DUNEDIN — The Gateway, a $15 million mixed housing-retail project that city leaders hope will spur similar development throughout downtown, received a tentative green light from city commissioners Thursday.
But first, developers had to answer a few questions commissioners had about parking and an unprecedented incentive package city staffers had proposed to jolt life into the project six years after it was stalled by the sluggish economy.
Under the incentive package presented Thursday, Pizzuti Builders Inc. would acquire a vacant, city-owned 4.25-acre tract at the intersection of Main Street and Milwaukee Avenue for its appraised value of $998,000, paying it off through annual lease payments over 25 years, with an option to purchase. The city would waive $421,175 in impact and permit fees.
Pizzuti would build a three-story development featuring 124 one- and two-bedroom rental apartments over 24,500 square feet of shops and restaurants.

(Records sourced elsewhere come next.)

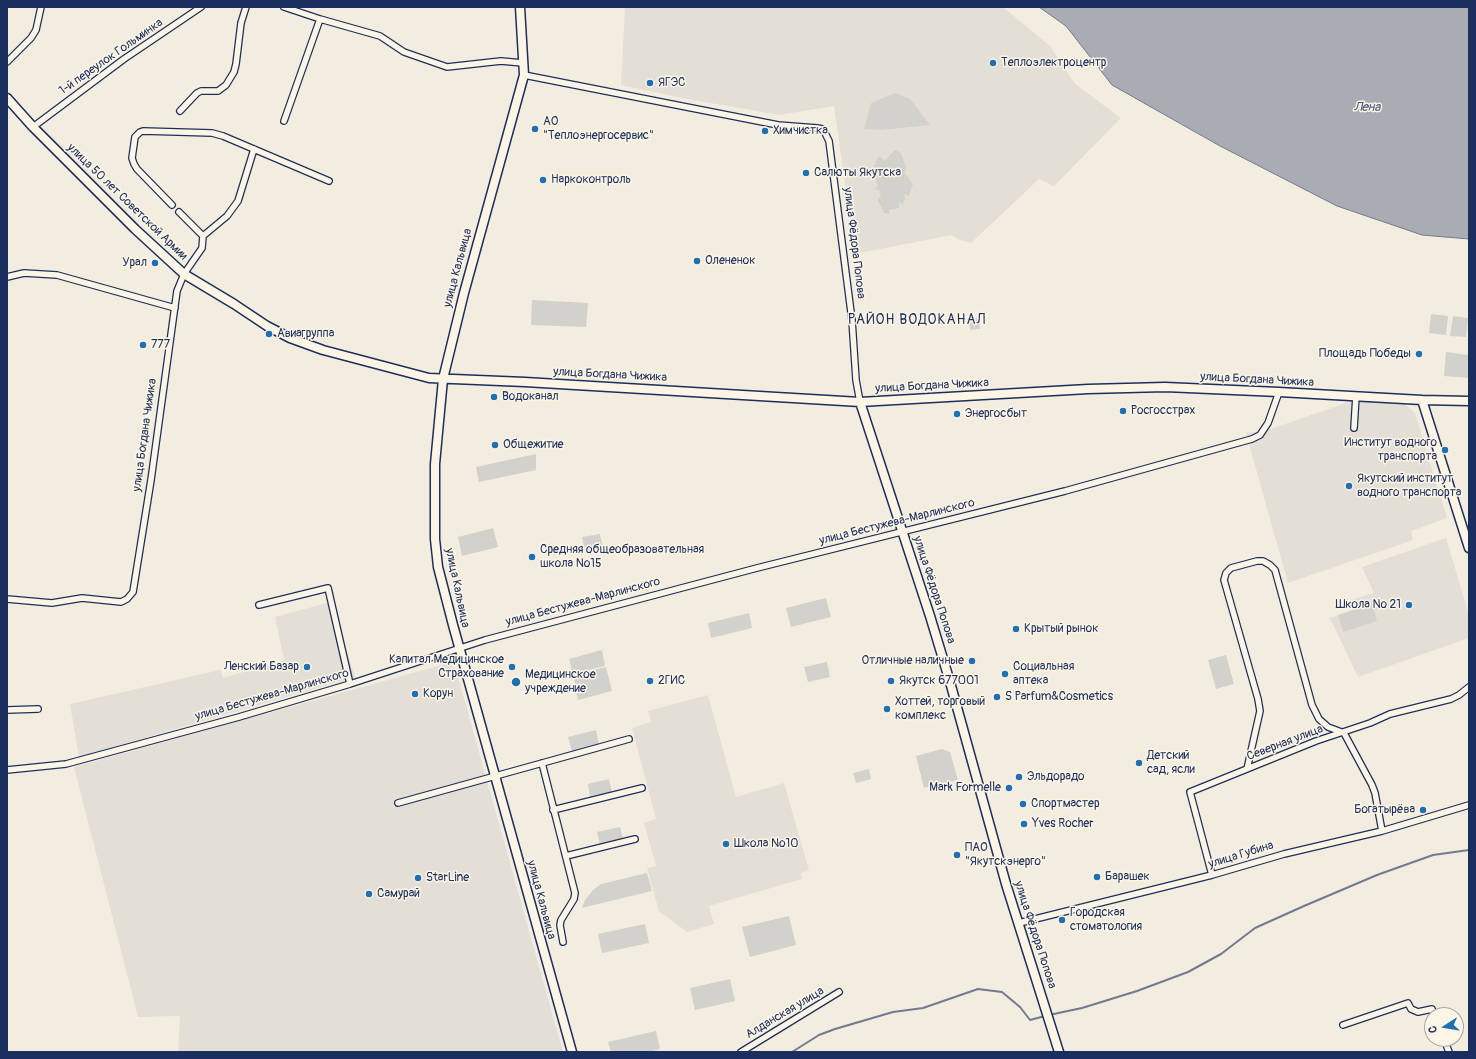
<!DOCTYPE html>
<html>
<head>
<meta charset="utf-8">
<style>
  body { margin:0 }
  #map { position:relative; width:1476px; height:1059px; overflow:hidden; background:#f3ede0; font-family:Pangolin,sans-serif }
  canvas { display:block }
  .frame { position:absolute; inset:0; border:8px solid #1b2f5e; pointer-events:none }
  .north { position:absolute; left:1424px; top:1007px; width:40px; height:40px; box-sizing:border-box; background:#fcf5e5; border:1px solid #a2a6af; border-radius:50%; rotate:258deg; font-size:11px; font-weight:700; line-height:16px; text-align:center; color:#1b2f5e }
  .north::after { content:''; display:block; margin:auto; width:14px; height:18px; background:#1f6fb2; clip-path:polygon(50% 0,100% 100%,50% 72%,0 100%) }
</style>
</head>
<body>
<div id="map">
<canvas width="1476" height="1059"></canvas>
<div class="frame"></div>
<div class="north">С</div>
</div>
<script>
const g = document.querySelector('canvas').getContext('2d');
g.lineJoin = 'round';
function paint(path, color) { g.fillStyle = color; g.fill(path, 'evenodd'); }
const poly = rows => new Path2D(rows.map(r => 'M' + r).join(''));
function trace(path, color, width, dash) { g.strokeStyle = color; g.lineWidth = width; g.lineCap = dash ? 'butt' : 'round'; g.setLineDash(dash || []); g.stroke(path); }
function drawText(font, color, halo, rows, align = 'center') {
  g.font = font + ' Pangolin,sans-serif'; g.lineWidth = 3; g.setLineDash([]); g.textBaseline = 'middle'; g.strokeStyle = halo; g.fillStyle = color; for (const [text, x, y, turn = 0] of rows) {
    g.save(); g.translate(x, y); g.rotate((+turn || 0) * Math.PI / 180); g.textAlign = isNaN(turn) ? turn : align; if (halo) g.strokeText(text, 0, 0); g.fillText(text, 0, 0); g.restore();
  }
}
paint(poly([
  [625,7,1003,7,1050,46,1075,84,1121,118,1054,186,1039,179,971,243,960,240,951,235,855,254,834,106,779,115,676,97,621,85],
  [1383,398,1403,403,1415,413,1447,518,1411,531,1413,540,1288,583,1246,433,1265,431,1346,403,1366,399],
  [1446,538,1469,615,1469,638,1358,677,1330,618,1353,610,1350,600,1374,593,1362,567],
  [331,602,355,677,79,757,70,704,220,670,223,678,284,660,275,617],
  [449,663,456,670,563,1052,178,1052,180,1016,138,1017,74,767],
  [708,695,736,797,784,783,809,870,801,873,802,879,709,906,714,924,687,932,659,911,647,868,656,866,644,823,656,819,632,728,651,722,648,711]
]), '#e3dfd6');
paint(poly([
  [895,93,910,99,930,125,881,130,864,129,871,103],
  [895,150,901,153,907,170,904,172,913,184,909,196,904,194,905,200,902,205,899,201,899,208,889,210,889,214,884,213,878,200,881,195,879,190,875,189,878,185,876,184,877,177,874,165,877,164,875,162,880,156,885,161],
  [532,300,588,303,586,327,531,325],
  [1431,314,1448,316,1446,335,1429,333],
  [1453,316,1468,318,1466,337,1450,336],
  [979,318,980,329,970,330,969,319],
  [1446,352,1469,355,1469,378,1444,376],
  [536,454,536,470,479,482,476,467],
  [493,528,498,547,462,556,458,537],
  [600,534,603,548,585,552,582,537],
  [826,598,831,617,791,627,786,608],
  [1372,604,1377,621,1343,632,1338,615],
  [749,613,752,628,711,638,708,623],
  [602,650,605,666,573,674,569,659],
  [1226,655,1234,684,1216,689,1208,660],
  [827,662,830,677,808,682,804,667],
  [606,667,612,691,578,700,573,675],
  [596,730,599,745,572,751,568,737],
  [942,749,950,752,958,780,924,788,916,756],
  [869,769,871,779,856,783,853,773],
  [609,779,612,792,590,797,588,784],
  [620,827,623,839,600,845,597,832],
  [647,873,652,891,582,908,585,900,593,890,601,884],
  [789,916,796,945,750,957,742,927],
  [645,924,649,943,602,953,598,934],
  [730,979,735,1001,695,1010,690,988],
  [656,1031,660,1049,649,1052,611,1052,608,1042]
]), '#d3d1cc');
const water = poly([
  [1039,7,1469,7,1469,239,1422,235,1337,206,1220,146,1112,85,1066,26,1039,7]
]);
paint(water, '#a9acb3');
trace(water, '#707a91', 1);
trace(poly([
  [1049,1015,1082,1008,1137,991,1188,972,1221,954,1255,928,1304,906,1377,875,1433,855,1469,850],
  [792,1052,819,1035,835,1029,893,1012,923,1008,978,989,1002,992,1020,1007,1030,1020,1045,1016]
]), '#707a91', 2);
const street = poly([
  [284,7,320,19,380,36,404,52,447,67,501,61,523,63],
  [7,62,31,38,36,30,41,7],
  [524,75,778,125,817,128,822,129,825,133,829,141,852,320,856,380,860,402],
  [180,111,197,93,201,91,218,91,226,85,234,72,236,64,241,23,246,7],
  [284,121,320,19],
  [33,127,124,59,201,7],
  [172,205,137,169,134,164,132,158,135,137,140,132,143,131,212,133,223,136,329,181],
  [179,212,203,236],
  [7,277,24,273,57,275,175,308],
  [1354,428,1356,396],
  [7,599,52,603,82,598,121,602,127,599,133,592,151,480,177,291,184,274,202,248,203,236,227,216,238,201,254,149],
  [259,605,328,588,350,684],
  [7,710,38,709],
  [542,763,575,893,574,899,561,920,560,925,563,942],
  [1247,769,1260,711,1258,699,1224,580,1226,573,1231,568,1257,561,1263,561,1270,565,1275,570,1312,705,1319,719,1328,727,1344,733,1372,785,1375,793,1382,831],
  [7,770,66,764,239,717,350,684,485,640,757,568,1065,491,1252,439,1260,435,1268,423,1279,392],
  [398,803,629,739],
  [553,810,642,788],
  [566,856,635,839],
  [1212,875,1190,792,1316,741,1370,723,1390,714,1451,699,1459,695,1469,687],
  [1019,923,1212,875,1284,854,1382,831,1469,805],
  [1343,1025,1408,1003,1411,1009,1418,1012,1432,1009,1434,1015],
  [1444,1039,1449,1052],
  [741,1052,839,992]
]);
const secondary = poly([
  [520,7,524,75,464,293,443,379,435,464,435,539,438,567,453,625,572,1052],
  [7,98,33,127,135,229,184,274,234,304,267,326,290,338,323,350,429,378,525,382,860,402,1088,389,1165,387,1279,392,1422,400,1469,401],
  [1422,400,1469,548],
  [860,402,930,616,950,682,1006,884,1059,1052]
]);
trace(street, '#1b2f5e', 8);
trace(secondary, '#1b2f5e', 11);
trace(street, '#fcf5e5', 5.5);
trace(secondary, '#fcf5e5', 8);
for (const [x, y, r, color] of [
  [993,63,4,"#1f6fb2"],
  [650,83,4,"#1f6fb2"],
  [535,129,4,"#1f6fb2"],
  [765,131,4,"#1f6fb2"],
  [806,173,4,"#1f6fb2"],
  [543,180,4,"#1f6fb2"],
  [697,261,4,"#1f6fb2"],
  [155,263,4,"#1f6fb2"],
  [269,334,4,"#1f6fb2"],
  [143,345,4,"#1f6fb2"],
  [1419,354,4,"#1f6fb2"],
  [494,397,4,"#1f6fb2"],
  [1123,411,4,"#1f6fb2"],
  [957,414,4,"#1f6fb2"],
  [495,445,4,"#1f6fb2"],
  [1445,450,4,"#1f6fb2"],
  [1349,486,4,"#1f6fb2"],
  [532,557,4,"#1f6fb2"],
  [1409,605,4,"#1f6fb2"],
  [1016,629,4,"#1f6fb2"],
  [972,661,4,"#1f6fb2"],
  [307,667,4,"#1f6fb2"],
  [512,667,4,"#1f6fb2"],
  [1005,674,4,"#1f6fb2"],
  [650,681,4,"#1f6fb2"],
  [891,681,4,"#1f6fb2"],
  [516,682,5,"#1f6fb2"],
  [415,694,4,"#1f6fb2"],
  [997,697,4,"#1f6fb2"],
  [887,709,4,"#1f6fb2"],
  [1139,763,4,"#1f6fb2"],
  [1019,777,4,"#1f6fb2"],
  [1009,788,4,"#1f6fb2"],
  [1023,804,4,"#1f6fb2"],
  [1423,810,4,"#1f6fb2"],
  [1024,824,4,"#1f6fb2"],
  [726,844,4,"#1f6fb2"],
  [957,855,4,"#1f6fb2"],
  [1097,877,4,"#1f6fb2"],
  [418,878,4,"#1f6fb2"],
  [369,894,4,"#1f6fb2"],
  [1062,920,4,"#1f6fb2"]
]) { const dot = new Path2D(); dot.arc(x, y, r, 0, 2 * Math.PI); g.fillStyle = color; g.fill(dot); trace(dot, '#fcf5e5', 1.5); }
drawText('12px', '#1b2f5e', '#fcf5e5', [
  ["1-й переулок Гольминка",111,57,-35],
  ["улица 50 лет Советской Армии",127,202,44],
  ["улица Фёдора Попова",854,243,83],
  ["улица Кальвица",458,268,-75],
  ["улица Богдана Чижика",610,375,3],
  ["улица Богдана Чижика",1257,380,3],
  ["улица Богдана Чижика",932,386,-3],
  ["улица Богдана Чижика",145,435,-82],
  ["улица Бестужева-Марлинского",897,522,-14],
  ["улица Кальвица",457,588,78],
  ["улица Фёдора Попова",934,590,72],
  ["улица Бестужева-Марлинского",583,602,-15],
  ["улица Бестужева-Марлинского",272,695,-16],
  ["Северная улица",1285,743,-21],
  ["улица Губина",1241,855,-17],
  ["улица Кальвица",541,900,75],
  ["улица Фёдора Попова",1035,935,72],
  ["Алданская улица",785,1013,-31]
]);
drawText('12px', '#1b2f5e', '#fcf5e5', [
  ["Теплоэлектроцентр",1001,63],
  ["ЯГЭС",658,83],
  ["АО",543,122],
  ["\"Теплоэнергосервис\"",543,136],
  ["Химчистка",773,131],
  ["Салюты Якутска",814,173],
  ["Наркоконтроль",551,180],
  ["Олененок",705,261],
  ["Урал",147,263,"right"],
  ["Авиагруппа",277,334],
  ["777",151,345],
  ["Площадь Победы",1411,354,"right"],
  ["Водоканал",502,397],
  ["Росгосстрах",1131,411],
  ["Энергосбыт",965,414],
  ["Институт водного",1437,443,"right"],
  ["транспорта",1437,457,"right"],
  ["Общежитие",503,445],
  ["Якутский институт",1357,479],
  ["водного транспорта",1357,493],
  ["Средняя общеобразовательная",540,550],
  ["школа №15",540,564],
  ["Школа № 21",1401,605,"right"],
  ["Крытый рынок",1024,629],
  ["Капитал Медицинское",504,660,"right"],
  ["Страхование",504,674,"right"],
  ["Отличные наличные",964,661,"right"],
  ["Ленский Базар",299,667,"right"],
  ["Социальная",1013,667],
  ["аптека",1013,681],
  ["Медицинское",525,675],
  ["учреждение",525,689],
  ["2ГИС",658,681],
  ["Якутск 677001",899,681],
  ["Корун",423,694],
  ["S Parfum&Cosmetics",1005,697],
  ["Хоттей, торговый",895,702],
  ["комплекс",895,716],
  ["Детский",1147,756],
  ["сад, ясли",1147,770],
  ["Эльдорадо",1027,777],
  ["Mark Formelle",1001,788,"right"],
  ["Спортмастер",1031,804],
  ["Богатырёва",1415,810,"right"],
  ["Yves Rocher",1032,824],
  ["Школа №10",734,844],
  ["ПАО",965,848],
  ["\"Якутскэнерго\"",965,862],
  ["Барашек",1105,877],
  ["StarLine",426,878],
  ["Самурай",377,894],
  ["Городская",1070,913],
  ["стоматология",1070,927]
], 'left');
drawText('italic 13px', '#465478', '#fcf5e5', [
  ["Лена",1367,108]
]);
g.letterSpacing = '1px';
drawText('14px', '#1b2f5e', '#fcf5e5', [
  ["РАЙОН ВОДОКАНАЛ",917,320]
]);
g.letterSpacing = '0px';
</script>
</body>
</html>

Dunedin economic development director Bob Ironsmith said the project would feed $4.7 million into city coffers — $952,000 of it within the first year.
"This is an extremely powerful economic driver for downtown," he said.
Vice Mayor Julie Ward Bujalski said she supports the package, but wondered what would happen to the lease-purchase agreement if Pizzuti sold the property.
"The reason we're doing this is because of our relationship with Pizzuti," she said. "I don't want the citizens to wait 25 years for their money if we don't have to and I don't want that to be a carrot Pizzuti uses to sell it. I don't want to subsidize another group."
Should that happen, Pizzuti executive vice president Jim Russell assured commissioners that the company would make the city whole, and said the company typically buys out leases long before required.
A frustrated Mayor Dave Eggers, echoing residents' fears about cramped downtown parking, noted that Dunedin's expensive land dedication ordinance requirements had forced Pizzuti to include a pocket park, an unwanted feature, in its plans instead of a parking garage.
A second public hearing and final vote is set for Aug. 15.
In other action, commissioners unanimously approved the sale of two city-owned surplus properties that staff says will generate $118,600 for the city's general fund and land the parcels back on city tax rolls.
The properties, at 641 Wood St. and 1630 St. Catherine St., are among two dozen unused homes, small easements and vacant lots the city has acquired over the years through gifts from Pinellas County, foreclosures and other means.
At a future meeting, commissioners plan to brainstorm creative ways the city might use land-sale proceeds. For example, Bujalski recalled that at least once in the past the city has reinvested earnings from a property sale in affordable housing. Matthew Campbell, assistant to the city manager, said several city departments have also expressed interest in the funds.